İHA’nın haberine göre; hastaneye nohut büyüklüğünde bir kitle ile gittiğini anlatan Canan Varol, “Rutin kontroller yapıldıktan sonra hocam bana göğüs ve koltuk altımın komple alınacağını söyledi. Bir tek o zaman çok zor durumda olduğumu hissettim. Göğsümün hepsi alınmasın dedim. Bir kadınsın ve zoruna gidiyor ama alınacaktı kanser son evrede olduğu için. Hızlı bir şekilde göğsüm alındı. Göğüsle bitti zannettim ama onkoloji birimine sevk edildim. Yine göğüstür diye geldim ama karaciğer ve lenflerde kanser varmış. En ağır ilaç ve ışınlarla adımı attım. 6 ay, 8 ay, 1 sene gider ve biter diye düşünürken 1000 kişi de bir görülen bir kanserle karşılaştım. Buna ‘çapraz kanser’ diyorlar. Kafatasıma atladı. Kafatasımın o bölümü alındı. O ameliyatı oldum ve aradan 6 ay geçmeden akciğer kanseri oldum. Ağır bir ameliyat geçirdim. Daha sonra karaciğer kanseri devamı oldu. Onun da ameliyatlarını oldum. Şu anda kemik kanseriyle mücadele ediyorum. Tedavi görüyorum ve Allah’a sığınıyorum” dedi.

“KANSERLE YAŞAMAYI ÖĞRENDİM”

Hastalığın adının ağır olduğunu aktaran Varol, “Pimi çekilmiş bomba gibi düşüyor. Ama o hazım süreci var. Hazmettikten sonrası Allah’a sığınınca geliyor. Bu hastalık benle gidecek. 5 seneye 15 ameliyat sığdırdım. Benim için hiç problem değil, yine olurum. Ben tedavimi olurum, Rabbim nasibimi ne zaman bitirirse o zaman biter. Bu şekilde kanserle yaşamayı öğrendim. Ben hastalığımı seviyorum, çünkü özelim” diye konuştu.
 

HER YENİ İLAÇTA, YENİ BİR EL İŞİ YAPIYOR

Hastalığının ağır dönemleri olduğunu anlatan Varol, “Kalkıp bir bardak su içecek durumum bile olmuyordu. Ben el işi yapmayı, hediye etmeyi, bir şeyler ortaya getirmeyi seviyorum. Geçen sene iğne oyası ve mutfak havlusu yaptım. Onlar İzmit’e gitti. Orada satıldı. Bir ara bez bebek yapmakla uğraştım. Onları Lösev’li çocuklara gönderdik. Şimdi ise oya ve fular yapıyorum. Ben her yeni ilaca başladığım zaman yeni bir el işi yapıyorum ki o ilacın yan etkisi ile kafam meşgul olmasın. Gerçekten de çok iyi geliyor. Hocalarımın desteği çok fazla” ifadelerini kullandı.

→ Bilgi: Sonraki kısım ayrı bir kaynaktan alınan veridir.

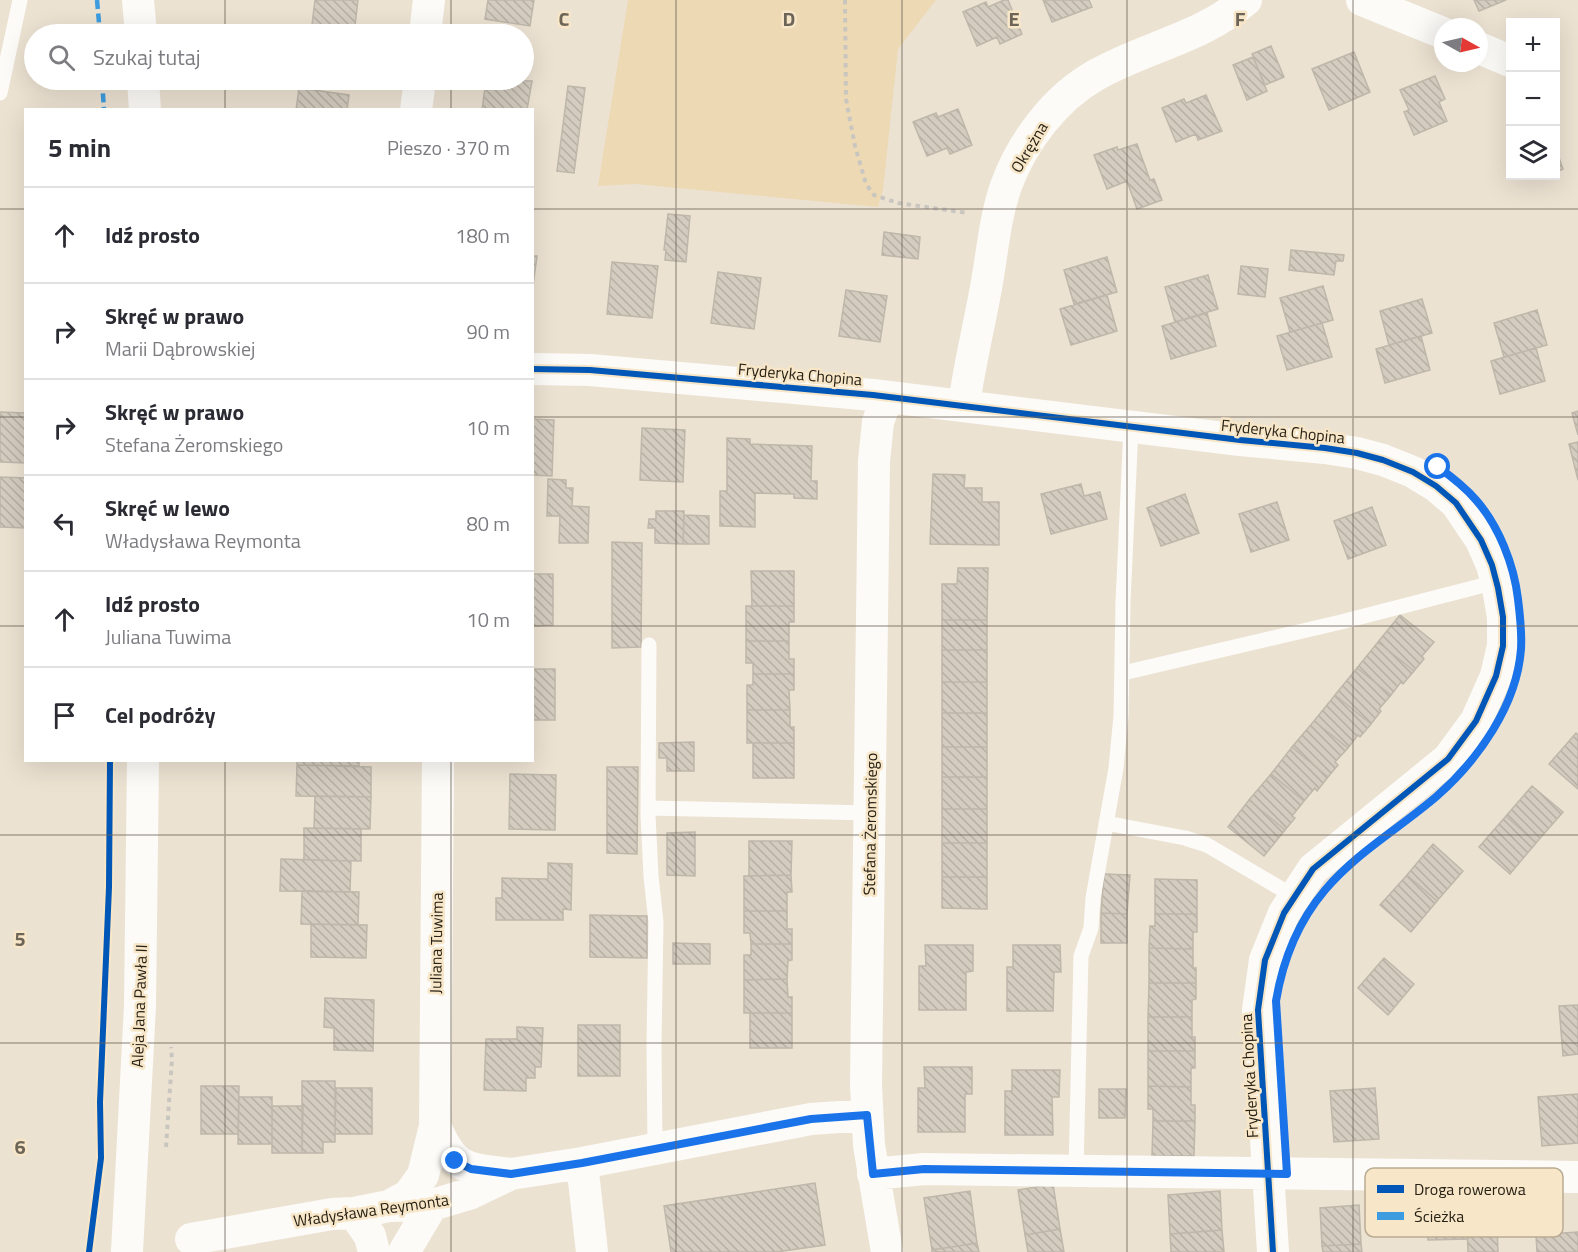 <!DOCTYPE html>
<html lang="pl">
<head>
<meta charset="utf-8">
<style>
	:root { --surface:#fff; --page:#f2f2f3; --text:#2b2b33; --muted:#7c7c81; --line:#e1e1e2 }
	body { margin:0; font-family:"Titillium Web",sans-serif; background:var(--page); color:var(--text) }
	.controls { position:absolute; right:18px; top:18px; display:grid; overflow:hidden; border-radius:0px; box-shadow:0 6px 24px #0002 }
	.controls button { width:54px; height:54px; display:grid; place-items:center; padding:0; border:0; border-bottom:2px solid var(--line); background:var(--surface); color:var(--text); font:30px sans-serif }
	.compass { position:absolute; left:1434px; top:18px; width:54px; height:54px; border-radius:50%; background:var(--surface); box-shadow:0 6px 24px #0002; rotate:98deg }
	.stop { position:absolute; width:18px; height:18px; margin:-14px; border:4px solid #1a73e8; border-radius:50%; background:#fff }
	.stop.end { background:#1a73e8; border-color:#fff; box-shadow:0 2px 6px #0008 }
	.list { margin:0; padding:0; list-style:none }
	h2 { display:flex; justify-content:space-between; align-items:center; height:78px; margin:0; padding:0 24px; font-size:26px }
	h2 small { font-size:20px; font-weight:400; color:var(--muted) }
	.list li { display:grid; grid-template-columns:39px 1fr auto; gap:18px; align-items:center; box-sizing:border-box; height:96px; padding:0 24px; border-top:2px solid var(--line) }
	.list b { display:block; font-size:22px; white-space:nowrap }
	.list p { margin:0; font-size:20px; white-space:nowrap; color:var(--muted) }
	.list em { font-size:20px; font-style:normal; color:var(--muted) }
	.icon { flex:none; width:33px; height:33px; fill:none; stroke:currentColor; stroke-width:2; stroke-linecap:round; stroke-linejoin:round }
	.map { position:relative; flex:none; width:1578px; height:1252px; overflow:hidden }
	.search { position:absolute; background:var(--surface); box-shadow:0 6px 24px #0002; left:24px; top:24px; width:510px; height:66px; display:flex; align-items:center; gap:15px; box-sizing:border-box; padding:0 21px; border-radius:33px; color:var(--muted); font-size:22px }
	.panel { position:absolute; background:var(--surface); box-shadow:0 6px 24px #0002; left:24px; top:108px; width:510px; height:654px; border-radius:0px }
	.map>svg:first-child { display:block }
</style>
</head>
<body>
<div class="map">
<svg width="1578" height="1252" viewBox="0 0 1578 1252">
	<defs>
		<pattern id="building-back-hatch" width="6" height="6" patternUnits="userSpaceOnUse" patternTransform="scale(1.5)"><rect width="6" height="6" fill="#d4ccbf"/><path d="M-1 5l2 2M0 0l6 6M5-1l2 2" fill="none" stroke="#b6afa3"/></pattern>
	</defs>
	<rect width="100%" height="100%" fill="#ece2d2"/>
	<path fill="#edd9b4" d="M628 0H936L898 49 883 190 878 207 635 184 598 186Z"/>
	<path fill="url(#building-back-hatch)" stroke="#beb7aa" stroke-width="1.5" d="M315 0H358L354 34 311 33Z
		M488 0H534L530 26 485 19Z
		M1004 0H1008L1022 34 1000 44 997 37 977 46 963 12 986 2 988 7Z
		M1043 0H1089L1092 7 1052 22Z
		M1474 0H1506L1479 11Z
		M1271 46 1284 77 1265 85 1252 54Z
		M1354 52 1370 92 1329 110 1312 69Z
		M1253 57 1267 91 1247 100 1233 65Z
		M1435 76 1445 99 1439 102 1447 121 1414 135 1404 112 1409 110 1400 90Z
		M486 80 532 81 527 110H482Z
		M568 86 585 88 574 173 557 171Z
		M299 88 349 95 347 110H296Z
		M1206 95 1222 131 1198 140 1196 134 1176 142 1162 108 1184 99 1186 103Z
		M958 109 972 145 950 154 947 148 927 156 913 122 936 113 938 117Z
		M1137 144 1150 180 1154 179 1162 200 1137 209 1127 181 1107 189 1094 155 1117 147 1118 150Z
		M1556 149 1563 169 1556 172Z
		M668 214 690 216 686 262 665 260 666 250H664Z
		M884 232 920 237 918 259 882 255Z
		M1291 250 1344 255 1343 261H1336L1334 275 1289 270Z
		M532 256H537L532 293Z
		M1107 257 1117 292 1074 304 1064 270Z
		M612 262 658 266 652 318 607 314Z
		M1241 266 1268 269 1265 297 1238 294Z
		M718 272 761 278 754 329 711 323Z
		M1208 275 1218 309 1175 322 1165 287Z
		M1323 286 1333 320 1290 332 1280 298Z
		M846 290 887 296 880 342 839 336Z
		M1107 295 1117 331 1071 345 1060 309Z
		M1422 299 1432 333 1389 345 1380 311Z
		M1537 310 1547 345 1504 357 1494 323Z
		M1207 313 1216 346 1171 359 1162 326Z
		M1322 323 1332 357 1287 370 1277 336Z
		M1421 336 1430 370 1385 383 1376 349Z
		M1536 348 1545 381 1500 394 1491 361Z
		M1578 411V435L1572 413Z
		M0 412 26 413V463L0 462Z
		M532 419 554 420 552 476 532 475Z
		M642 428 685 430 683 482 640 480Z
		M727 438 750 439V444L812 446 811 481H817V499L794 498V494L755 493V527L720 526V491H727Z
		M1578 442V480L1569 444Z
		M933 474 965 475 964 488H982V502H999V545L930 544Z
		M0 477 26 478V528L0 527Z
		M548 479 566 480V488H573L572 506 589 507 588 543H559L560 516H547Z
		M1081 484 1084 496 1100 492 1107 519 1051 534 1041 494Z
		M1185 494 1199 533 1161 546 1147 508Z
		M1277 502 1289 540 1251 552 1239 514Z
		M1372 507 1386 545 1348 559 1334 521Z
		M656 511H684L683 544 655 543V528H648L649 519H656Z
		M684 515 709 516V544H683Z
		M612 542 642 543 641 647 612 648Z
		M958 568H988L987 620H942V584H957Z
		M751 571H794V606H752Z
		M532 574H553V625L532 626Z
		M746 606H794V622H789V641H746Z
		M1400 615 1434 642 1422 656 1424 659 1414 671 1378 642Z
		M942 620H987V650H942Z
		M746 641H789V659H794V674H753V663H746Z
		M1378 642 1414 671 1403 684 1401 682 1391 695 1357 668Z
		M942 650H987V682H942Z
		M1357 668 1391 695 1379 709 1381 711 1371 724 1335 695Z
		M532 669H555V720H532Z
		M753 674H794V690H789L790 710H747V685H753Z
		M942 682H987V713H942Z
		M1335 695 1371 724 1360 737 1358 735 1348 748 1314 721Z
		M747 710H790V727H794V743H747Z
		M942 713H987V747H942Z
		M1314 721 1348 748 1335 762 1338 765 1328 777 1292 747Z
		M1576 733 1578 735V789L1549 764Z
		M694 742V771H667V758H659V743Z
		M753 743H794V778H753Z
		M942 747H987V777H942Z
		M1292 747 1328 777 1317 791 1315 788 1304 801 1271 774Z
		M297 760H359V766L297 765Z
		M297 765 371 767V797L296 796Z
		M607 767H638L637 854 607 853Z
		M510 774 556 775 555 830 509 829Z
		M1271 774 1304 801 1292 816 1295 818 1285 830 1249 800Z
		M942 777H987V809H942Z
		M1532 786 1563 812 1536 843 1506 816Z
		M315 796 371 797 370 829 314 828Z
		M1249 800 1285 830 1264 856 1228 827Z
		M942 809H987V843H942Z
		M1506 816 1536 843 1510 874 1479 847Z
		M304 828 361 829V861L304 860Z
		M695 832V876L667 875V833Z
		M749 841H792L791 875 749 876Z
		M942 843H987V877H942Z
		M1433 844 1463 871 1437 901 1407 875Z
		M281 859 351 861 350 892 280 891Z
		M548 863 572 864 571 910 563 909V920H496V898H502V878L548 879Z
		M1104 874 1130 875 1127 914 1101 913Z
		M791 875 792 892H787V911H744V876Z
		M1407 875 1437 901 1411 932 1380 905Z
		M942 877H987V909L942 908Z
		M1155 879 1197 880V914H1155Z
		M302 891 359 892 358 925 301 924Z
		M744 911H787V929H792V944H751L750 933H744Z
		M1101 913 1127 914V943H1101Z
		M1155 914H1197V932H1193V949L1149 948 1150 926H1155Z
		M590 915 647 916V958L590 957Z
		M311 924 367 925 366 958 311 957Z
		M673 943 710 944V964H673Z
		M751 944H792V960L788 961 787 979 744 980V955H751Z
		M925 945H973V971L966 972V1010H919V966H926Z
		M1013 945H1060L1061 972H1054L1053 1011H1007V967H1013Z
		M1149 948 1193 949V968H1196V983H1149Z
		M1384 958 1414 984 1388 1015 1358 988Z
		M787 979 788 997H792V1013H744V980Z
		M1149 983H1196V999L1192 1000V1017H1148Z
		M325 998 374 1000 373 1051 334 1050V1028L324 1027Z
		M1578 1005V1054L1563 1056 1559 1006Z
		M750 1013H792V1048H750Z
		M1148 1017H1192V1037H1195V1051H1148Z
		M578 1025H620V1076H578Z
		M517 1027 543 1028 541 1067H535V1078H526V1091L484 1090 486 1039H517Z
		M1148 1051H1195V1068H1191V1087L1148 1086Z
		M924 1067H972V1094H965V1132H918V1088H925Z
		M1012 1070H1060L1059 1097H1052L1053 1135H1005V1091H1012Z
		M302 1081H335V1142H323V1153H302Z
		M201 1086H239L238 1134H201Z
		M1148 1086 1191 1087V1105H1195V1121H1153V1109H1148Z
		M336 1088H372V1134H335Z
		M1375 1088 1379 1139 1334 1142 1330 1091Z
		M1099 1089H1126L1125 1118H1099Z
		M1578 1094V1143L1542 1146 1538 1097Z
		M239 1097H272V1144H238Z
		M272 1106H303L302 1153H272Z
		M1153 1121H1195L1194 1156H1152Z
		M815 1183 825 1245 776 1252H671L664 1206Z
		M1053 1184 1060 1229 1025 1235 1018 1190Z
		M970 1191 977 1243 932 1250 924 1198Z
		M1220 1191 1222 1230 1170 1234 1168 1195Z
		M1359 1205 1361 1244 1322 1246 1320 1208Z
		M1447 1209H1467L1468 1239 1428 1240 1427 1210Z
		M1497 1226 1498 1252H1468L1467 1227Z
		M1060 1229 1064 1252H1028L1025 1235Z
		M1222 1230 1224 1252H1171L1170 1234Z
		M1578 1232V1252H1537L1536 1235Z
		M977 1243 979 1252H932V1250Z
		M1361 1244 1362 1252H1323L1322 1246Z"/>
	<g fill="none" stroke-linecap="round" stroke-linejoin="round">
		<path stroke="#c9c6c0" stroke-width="4" stroke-dasharray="4.5 4.5" stroke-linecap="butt" d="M845 0 846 99 855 146 866 184 874 195 898 203 968 213
			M166 1147 172 1059 171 1047"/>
		<path stroke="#fcfbf8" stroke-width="15" d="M0 93 20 0
			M649 645 648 815 651 876 656 922 654 1045 655 1148
			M1123 673 1341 622 1496 582
			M648 808 870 813
			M1106 823 1185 838 1207 845 1295 897
			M1076 1171 1081 956 1091 928 1093 898 1116 768 1121 716 1123 602 1131 427"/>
		<path stroke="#fcfbf8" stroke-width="32" d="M138 0 141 34
			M1362 0 1443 33
			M425 34 429 0
			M1479 48 1510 61
			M143 80 145 110
			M416 110 420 80
			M532 369 590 370 873 395 1240 440 1325 448 1357 453 1383 460 1413 472 1436 486 1456 503 1481 540 1492 565 1498 588 1503 617V646L1496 676 1476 721 1448 759 1313 869 1284 913 1265 960 1258 1010 1273 1252
			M887 397 878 422 874 461 866 1085 869 1145 887 1252
			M964 405C969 367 978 331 985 293 992 258 994 220 1006 186 1022 142 1055 98 1096 75 1145 47 1202 38 1246 0
			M435 1126C455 1171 465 1168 511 1174
			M582 1163 592 1252
			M873 1174 924 1169 1578 1177
			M389 1206 409 1195 423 1175 435 1126 438 760
			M354 1213 370 1236 374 1252
			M191 1239 332 1214 354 1213 389 1206 432 1205 469 1194 511 1174 582 1163 811 1119 867 1115
			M127 1252 140 1006 143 760
			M404 1252 432 1205"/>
		<path stroke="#3d9cdf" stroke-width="4.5" stroke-dasharray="9 4.5" stroke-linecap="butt" d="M97 0 100 34
			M102 80 104 110"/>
		<defs>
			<path id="cycleway" d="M532 369 590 370 873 395 1240 440 1325 448 1357 453 1383 460 1413 472 1436 486 1456 503 1481 540 1492 565 1498 588 1503 617V646L1496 676 1476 721 1448 759 1313 869 1284 913 1265 960 1258 1010 1273 1252
				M89 1252 101 1158 100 1102 109 887 110 760"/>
		</defs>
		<use href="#cycleway" stroke="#f7e6c7" stroke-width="10"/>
		<use href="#cycleway" stroke="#0057b8" stroke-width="6"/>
	</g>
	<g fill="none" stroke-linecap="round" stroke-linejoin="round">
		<path stroke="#1a73e8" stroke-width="8" d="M455 1161 471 1169 511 1174 582 1163 811 1119 867 1115 873 1174 924 1169 1287 1174 1276 1001C1283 959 1298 922 1325 890 1357 852 1400 828 1437 796 1478 760 1517 705 1521 649 1522 633 1520 615 1518 599 1514 565 1499 526 1476 500 1465 487 1452 477 1438 467"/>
	</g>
	<path fill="none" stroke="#6d6558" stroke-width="1.5" stroke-opacity="0.55" d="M225 0V34M451 0V34M676 0V1252M902 0V1252M1127 0V1252M1353 0V1252M225 80V110M451 80V110M0 209H26M532 209H1578M0 417H26M532 417H1578M0 626H26M532 626H1578M225 760V1252M451 760V1252M0 835H1578M0 1043H1578"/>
	<g text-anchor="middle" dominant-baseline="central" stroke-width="5" stroke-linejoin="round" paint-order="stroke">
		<g font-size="16" fill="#282216" stroke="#f7e6c7">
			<text transform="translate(1029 147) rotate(-59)">Okrężna</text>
			<text transform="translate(800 374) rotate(5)">Fryderyka Chopina</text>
			<text transform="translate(1283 431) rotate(6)">Fryderyka Chopina</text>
			<text transform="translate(870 824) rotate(-89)">Stefana Żeromskiego</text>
			<text transform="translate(436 943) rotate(-89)">Juliana Tuwima</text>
			<text transform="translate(139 1006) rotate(-88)">Aleja Jana Pawła II</text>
			<text transform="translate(1249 1076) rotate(-93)">Fryderyka Chopina</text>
			<text transform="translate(371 1210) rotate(-8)">Władysława Reymonta</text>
		</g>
	</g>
	<rect x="1365" y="1168" width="198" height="69" rx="9" fill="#f7e6c7" stroke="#b9ab92" stroke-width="1.5"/>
	<rect x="1377" y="1185" width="27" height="8" fill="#0057b8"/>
	<rect x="1377" y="1212" width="27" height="8" fill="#3d9cdf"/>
	<g font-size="16" fill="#282216">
		<text x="1414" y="1195">Droga rowerowa</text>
		<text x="1414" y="1222">Ścieżka</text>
	</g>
	<g font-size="20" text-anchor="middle" font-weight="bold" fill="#6d6558" stroke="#f7e6c7" stroke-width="5" stroke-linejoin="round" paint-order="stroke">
		<text x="564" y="26">C</text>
		<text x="789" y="26">D</text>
		<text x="1014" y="26">E</text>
		<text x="1240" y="26">F</text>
		<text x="20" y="946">5</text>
		<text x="20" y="1154">6</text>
	</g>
</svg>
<div class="controls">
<button>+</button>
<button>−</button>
<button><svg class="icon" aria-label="layers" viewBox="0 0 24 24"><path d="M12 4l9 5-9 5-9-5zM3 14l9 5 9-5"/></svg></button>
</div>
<svg class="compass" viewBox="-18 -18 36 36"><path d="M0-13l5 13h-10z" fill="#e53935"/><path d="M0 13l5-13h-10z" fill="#7c7c81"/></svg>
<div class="stop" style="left:1438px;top:467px"></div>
<div class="stop end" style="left:455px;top:1161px"></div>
<div class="search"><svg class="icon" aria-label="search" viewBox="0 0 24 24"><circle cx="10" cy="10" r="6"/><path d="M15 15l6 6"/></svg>Szukaj tutaj</div>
<section class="panel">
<h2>5 min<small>Pieszo · 370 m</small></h2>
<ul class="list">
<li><svg class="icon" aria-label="ahead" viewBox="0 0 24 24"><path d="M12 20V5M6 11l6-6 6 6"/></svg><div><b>Idź prosto</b></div><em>180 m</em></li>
<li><svg class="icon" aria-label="right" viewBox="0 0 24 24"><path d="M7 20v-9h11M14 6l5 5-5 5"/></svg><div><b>Skręć w prawo</b><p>Marii Dąbrowskiej</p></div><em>90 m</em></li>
<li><svg class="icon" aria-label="right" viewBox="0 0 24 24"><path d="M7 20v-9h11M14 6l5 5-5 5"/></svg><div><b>Skręć w prawo</b><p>Stefana Żeromskiego</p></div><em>10 m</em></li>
<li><svg class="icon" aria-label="left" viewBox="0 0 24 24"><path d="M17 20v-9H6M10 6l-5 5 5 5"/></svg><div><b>Skręć w lewo</b><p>Władysława Reymonta</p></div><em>80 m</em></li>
<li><svg class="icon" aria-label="ahead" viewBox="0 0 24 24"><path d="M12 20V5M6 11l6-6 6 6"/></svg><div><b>Idź prosto</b><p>Juliana Tuwima</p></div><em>10 m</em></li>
<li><svg class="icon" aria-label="arrive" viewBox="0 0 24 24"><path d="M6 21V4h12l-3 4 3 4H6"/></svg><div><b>Cel podróży</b></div></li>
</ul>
</section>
</div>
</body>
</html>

“BENİM GİBİ OLANLARIN HEPSİ VEFAT ETTİ”

Erken teşhisin çok önemli olduğunu ifade eden Varol, “Benim devrelerim ya öldü ya da terhis oldular, ben ise araftayım. Ne o tarafa gidiyorum ne de bu tarafa. İlk evrede yakalananlar tedavilerini olup gittiler. Benim gibi olanların hepsi vefat etti. O seriden bir ben kaldım. Erken teşhis ve ertelememek çok önemli. Vücudunu tanımları çok önemli. Benim ilk teşhis koyulduğu zaman doktorum, kitlemin duvarın arkasında olduğunu ve görülme ihtimalinin olmadığını söyledi” dedi.

“ONU ÇOK TAKDİR EDİYORUM”

Canan Varol ile 6 ay önce tanıştıklarını ifade eden Psikiyatrist Zeynep Elyas ise, “Onla tanıştığımızda zaten hastalığının çok uzun bir süredir devam ettiği ve ne kadar mücadele ederek bugüne geldiğini gördüm. Canan gerçekten çok az insanın yapabileceği şeyi yapıyor. O da kendisine sunulan hayat içerisinde seçemediği şeylere karşı seçebileceği uygun tutumlar geliştirebiliyor. Bu anlamda onu çok takdir ediyorum” diye konuştu.